What needs to be done: Scan the entries that follow for the word "casing", then report every line in which it appears.

**** Data excerpts

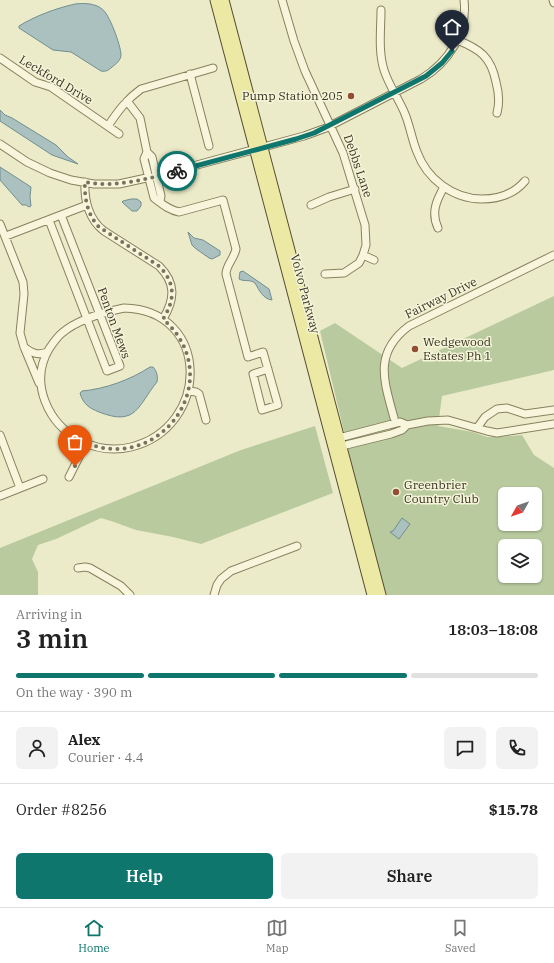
<!DOCTYPE html>
<meta charset="utf-8">
<style>
:root{--surface:#fff;--page:#f2f2f2;--text:#222;--muted:#767676;--line:#e0e0e0;--accent:#0f766e}
body{margin:0;font-family:"IBM Plex Serif",serif;background:var(--page);color:var(--text);height:100vh;display:flex;flex-direction:column;font-size:15px;white-space:nowrap}
*{box-sizing:border-box;margin:0}
p{font-size:13px;color:var(--muted)}
.icon{flex:none;width:22px;height:22px;fill:none;stroke:currentColor;stroke-width:2;stroke-linecap:round;stroke-linejoin:round}
.map{position:relative;height:595px;overflow:hidden}
.side{display:flex;flex-direction:column;background:var(--surface);flex:1}
.side>*{flex:none}
.needle{width:26px;rotate:230deg}
.tools{position:absolute;left:498px;top:487px;display:grid;gap:8px}
.tools a{display:grid;place-items:center;width:44px;height:44px;border-radius:6px;background:var(--surface);box-shadow:0 1px 3px #0004;font-size:20px}
.pin{position:absolute;display:grid;place-items:center;width:34px;height:34px;color:#fff;margin:-41px -17px;border-radius:50% 50% 50% 0;rotate:-45deg;box-shadow:0 0 4px #0007}
.pin .icon{rotate:45deg}
.courier{position:absolute;display:grid;place-items:center;width:40px;height:40px;margin:-20px;border:3px solid #0f766e;border-radius:50%;background:#fff;color:#222;box-shadow:0 1px 5px #0007}
.summary em{font-style:normal;font-weight:600}
.summary div{display:flex;flex-direction:column-reverse}
.summary{display:flex;align-items:center;justify-content:space-between;height:68px;padding:0 16px}
h1{font-size:26px;font-weight:600;line-height:30px}
.bar{display:grid;grid-template-columns:repeat(4,1fr);gap:6px 4px;align-content:center;height:48px;padding:0 16px}
.bar i{height:5px;border-radius:3px;background:var(--line)}
.bar .on{background:var(--accent)}
.bar p{grid-column:span 4}
.line{display:flex;align-items:center;gap:10px;padding:0 16px;border-top:1px solid var(--line)}
.line div{flex:1}
.round{display:grid;place-items:center;flex:none;width:42px;height:42px;border-radius:6px;background:var(--page)}
.cta{display:flex;gap:8px;margin-top:auto;padding:8px 16px}
.cta a{flex:1;height:46px;border-radius:6px;background:var(--accent);color:#fff;font-size:16px;font-weight:600;line-height:46px;text-align:center}
.cta a+a{background:var(--page);color:var(--text)}
.tabs{display:flex;justify-content:space-around;align-items:center;height:56px;border-top:1px solid var(--line);background:var(--surface);font-size:11px;color:var(--muted)}
.tabs a{display:grid;justify-items:center;gap:2px}
.tabs .on{color:var(--accent)}
.map>svg:first-child{display:block}
.green{fill:#b8ca9e;fill-rule:evenodd}
.water{fill:#aac1c0;stroke:#718e8f}
.lines{fill:none;stroke-linecap:round;stroke-linejoin:round}
.minor-casing{stroke:#87805f;stroke-width:9}
.major-casing{stroke:#564d33;stroke-width:11}
.minor{stroke:#f7f6dc;stroke-width:7}
.major{stroke:#ece9a5;stroke-width:9}
.done{stroke:#78735c;stroke-width:4;stroke-dasharray:0 7.2}
.route{stroke:#0f766e;stroke-width:5}
.poi-dot{fill:#934d33;stroke:#f4f4d9;stroke-width:1.5}
.labels{text-anchor:middle;stroke-width:3;stroke-linejoin:round;paint-order:stroke}
.street-label{font-size:12px;fill:#393321;stroke:#f4f4d9}
.poi-label{font-size:12px;fill:#393321;stroke:#f4f4d9;text-anchor:start}
</style>
<div class="map">
<svg width="554" height="595" viewBox="0 0 554 595">
<rect width="100%" height="100%" fill="#ecebc9"/>
<path class="green" d="M554,296V370L442,396L438,426L473,432L487,437H498L522,435L534,455L554,468V595H385L350,457L320,331L335,323L402,368ZM505,494H535V524H505ZM505,546H535V576H505Z
M315,426L333,493L201,544L173,537L136,530L114,522L101,518L56,539L38,545L32,559L38,572V595H0V548L241,450Z"/>
<path class="water" d="M75,4C83,3 95,3 102,9C109,13 121,46 121,55C121,60 116,64 112,67C109,70 106,72 101,71L71,52L53,50L19,28V26C35,16 57,8 75,4Z
M0,110L5,115L12,118L56,145L68,157L78,164L52,155L0,121Z
M0,167L31,187L30,197L31,206L29,207L26,205H22L0,180Z
M131,199H137L141,202V206L137,211H132L122,202L123,201Z
M188,232L194,238L203,240L220,251V255L212,259L209,258L195,248L192,245Z
M243,271L269,289L272,300C263,299 259,290 255,283C250,279 244,282 239,279L240,272Z
M150,367H153C157,371 158,377 157,382C138,405 137,427 99,412C89,408 83,404 80,393L82,391C105,389 130,380 150,367Z
M402,518L410,524L399,539L390,532L393,531Z"/>
<g class="lines">
<g class="minor-casing">
<path id="minor" d="M282,0L294,41L305,71L343,153L365,225L366,245L363,255L359,263L344,273L325,274
M553,0L554,3
M381,10C381,29 378,51 384,70C389,86 399,99 405,114C410,126 412,140 417,152C427,179 453,199 482,199C499,199 514,194 525,181
M457,40C480,49 491,57 496,82C499,93 500,102 497,113
M0,58L35,82L51,87L119,134
M190,74L209,146
M127,101L140,118L147,152L152,157L161,196L160,202
M108,126C118,111 127,99 141,89L213,68
M0,144L27,162L50,173L71,180L94,184H119L160,175L304,136L326,128L421,79C448,63 468,33 464,0
M147,152L144,159L154,198C162,204 169,210 179,212L223,200L236,249C234,259 226,265 226,274L248,357L263,352L278,405L262,410L253,374L268,369
M85,182C84,200 89,220 104,231L159,266C176,283 175,299 163,319
M311,205L329,197L355,189
M49,220L107,371L120,366L61,215
M0,224L23,282L24,294L20,333L24,347L39,383
M438,228C431,213 436,201 444,187
M6,236L87,205
M363,255L374,260
M124,308C211,310 211,427 131,447C114,451 97,449 81,441C48,424 29,383 49,349C53,343 57,337 62,333C77,320 105,312 124,308Z
M24,347C32,353 38,356 47,352
M188,391L196,392L199,394L206,420
M394,418C384,381 373,353 409,326L554,255
M407,425L428,421L448,420L487,431L497,433L554,424
M477,428L485,417L497,409L507,408L525,414L554,410
M0,435L20,488
M335,439L400,422L407,425L402,430L391,434L338,447
M69,477L86,443
M0,496L43,479
M78,568L85,567L90,568L121,586L130,595
M214,595L217,585L221,579L231,571L297,546"/>
</g>
<g class="major-casing">
<path id="major" d="M215,0L372,595
M224,0L381,595"/>
</g>
<use href="#minor" class="minor"/>
<use href="#major" class="major"/>
</g>
<g class="lines">
<path class="done" d="M75,466L86,443C163,474 229,377 163,319C175,300 176,283 159,266L99,227C88,216 84,198 85,182C115,188 148,179 177,171"/>
<path class="route" d="M177,171L296,139L314,133L426,76L442,63L452,51"/>
</g>
<g class="poi-dot">
<circle cx="351" cy="96" r="4"/>
<circle cx="415" cy="349" r="4"/>
<circle cx="396" cy="492" r="4"/>
</g>
<g class="labels">
<g class="street-label">
<text transform="translate(56 80) rotate(31)" y="4">Leckford Drive</text>
<text transform="translate(358 166) rotate(71)" y="4">Debbs Lane</text>
<text transform="translate(305 294) rotate(75)" y="4">Volvo Parkway</text>
<text transform="translate(441 298) rotate(-26)" y="4">Fairway Drive</text>
<text transform="translate(114 323) rotate(70)" y="4">Penton Mews</text>
</g>
<g class="poi-label">
<text x="343" y="100" text-anchor="end">Pump Station 205</text>
<text x="423" y="346">Wedgewood<tspan x="423" dy="14">Estates Ph 1</tspan></text>
<text x="404" y="489">Greenbrier<tspan x="404" dy="14">Country Club</tspan></text>
</g>
</g>
</svg>
<div class="tools">
<a><svg class="needle" viewBox="-14 -14 28 28"><path d="M0-13l5 13h-10z" fill="#e53935"/><path d="M0 13l5-13h-10z" fill="#767676"/></svg></a>
<a><svg class="icon" aria-label="layers" viewBox="0 0 24 24"><path d="M12 4l9 5-9 5-9-5zM3 14l9 5 9-5"/></svg></a>
</div>
<div class="pin" style="left:75px;top:466px;background:#ea580c"><svg class="icon" aria-label="bag" viewBox="0 0 24 24"><path d="M5 8h14l-1 12H6zM9 8a3 3 0 0 1 6 0"/></svg></div>
<div class="pin" style="left:452px;top:51px;background:#1f2937"><svg class="icon" aria-label="home" viewBox="0 0 24 24"><path d="M3 11l9-7 9 7M6 9v11h12V9"/></svg></div>
<div class="courier" style="left:177px;top:171px"><svg class="icon" aria-label="bike" viewBox="0 0 24 24"><circle cx="6" cy="16" r="4"/><circle cx="18" cy="16" r="4"/><path d="M6 16l4-8h5l3 8M10 8l3 8H6M13 5h3"/></svg></div>
</div>
<section class="side">
<div class="summary"><div><h1>3 min</h1><p>Arriving in</p></div><em>18:03–18:08</em></div>
<div class="bar"><i class="on"></i><i class="on"></i><i class="on"></i><i></i><p>On the way · 390 m</p></div>
<div class="line" style="height:72px"><a class="round"><svg class="icon" aria-label="person" viewBox="0 0 24 24"><circle cx="12" cy="8" r="4"/><path d="M4 21q1-7 8-7t8 7"/></svg></a><div><b>Alex</b><p>Courier · 4.4</p></div><a class="round"><svg class="icon" aria-label="chat" viewBox="0 0 24 24"><path d="M4 5h16v11H9l-5 4z"/></svg></a><a class="round"><svg class="icon" aria-label="phone" viewBox="0 0 24 24"><path d="M5 4h4l2 5-3 2q2 4 5 5l2-3 5 2v4C11 20 4 13 5 4z"/></svg></a></div>
<div class="line" style="height:52px"><div>Order #8256</div><b>$15.78</b></div>
<div class="cta"><a>Help</a><a>Share</a></div>
</section>
<nav class="tabs">
<a class="on"><svg class="icon" aria-label="home" viewBox="0 0 24 24"><path d="M3 11l9-7 9 7M6 9v11h12V9"/></svg>Home</a>
<a><svg class="icon" aria-label="map" viewBox="0 0 24 24"><path d="M3 6l6-2 6 2 6-2v14l-6 2-6-2-6 2zM9 4v14M15 6v14"/></svg>Map</a>
<a><svg class="icon" aria-label="saved" viewBox="0 0 24 24"><path d="M7 4h10v16l-5-4-5 4z"/></svg>Saved</a>
</nav>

********

Solution to this task:
.minor-casing{stroke:#87805f;stroke-width:9}
.major-casing{stroke:#564d33;stroke-width:11}
<g class="minor-casing">
<g class="major-casing">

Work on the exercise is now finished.